ChatGPT also has a built-in translation tool that’s been tested with nearly 100 languages. This enables people to target audiences outside of their mother tongue. Until now, if scammers wanted content written in other languages, they needed to hire someone to do it for them – a process that added friction to the process of launching the scams. ChatGPT dissolves those barriers entirely.

How DMARC Protects Businesses

DMARC stands for Domain-based Message Authentication, Reporting & Conformance. It’s an email authentication protocol that enables you to control how emails from your domain are handled by receiving servers when they can’t authenticate your emails. This helps you to protect your domain from being used by unauthorised people, like cybercriminals.

DMARC isn’t used in isolation though. It builds on other email security protocols called SPF and DKIM.

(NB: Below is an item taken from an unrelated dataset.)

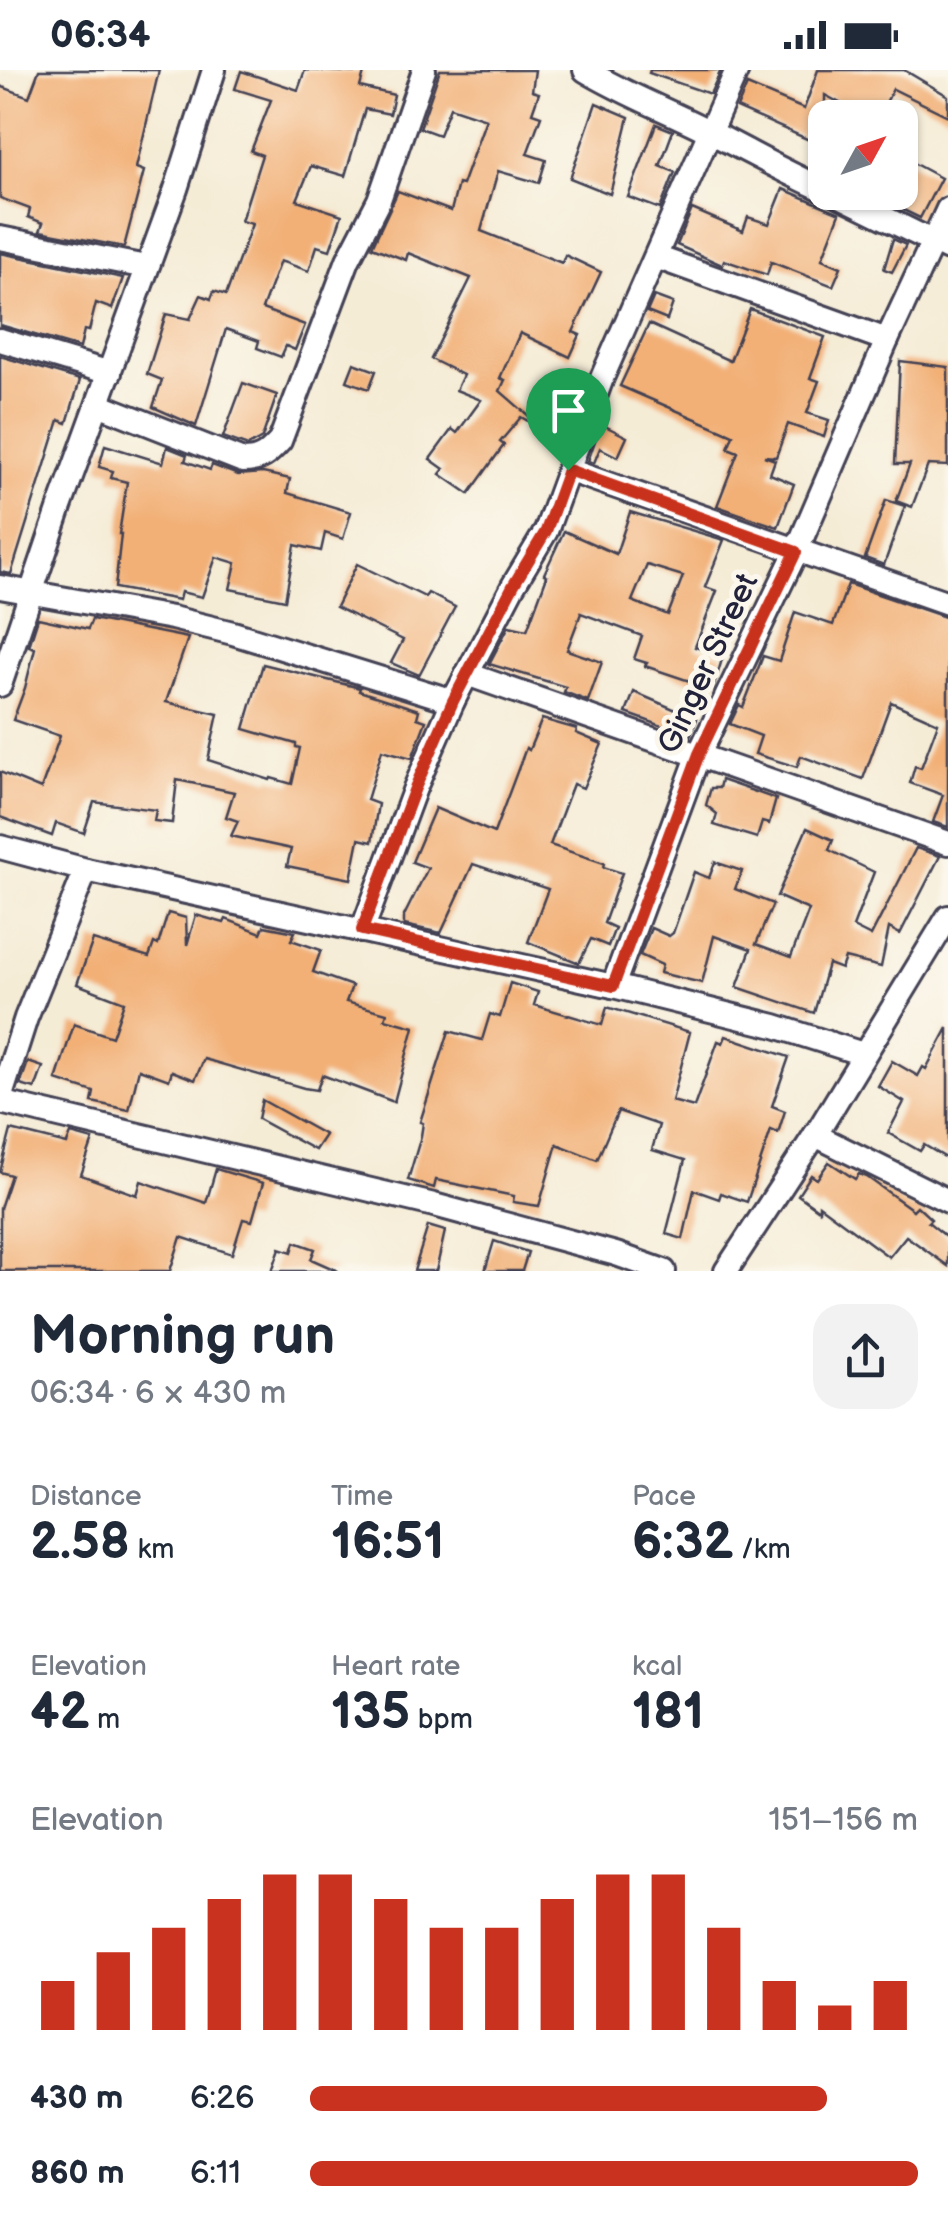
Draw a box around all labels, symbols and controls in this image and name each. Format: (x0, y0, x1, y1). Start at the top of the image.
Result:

  • SPF (Sender Policy Framework): This specifies which mail servers are allowed to send email from their domain, verifying that the sender of an email is authorised to use the domain.
  • DKIM (DomainKeys Identified Mail): DKIM allows receiving servers to check that an email claimed to have come from a specific domain came from its domain owner. It does this by adding a digital signature to all emails sent from the domain name, which the recipient system can then verify in the DNS (the phonebook of the internet). A valid signature also confirms that the email hasn’t been tampered with since the signature was attached.

 

DMARC essentially ties these protocols together with a consistent set of policies that all email servers can understand. Even though this may sound simple in principle, it isn’t always easy to get right.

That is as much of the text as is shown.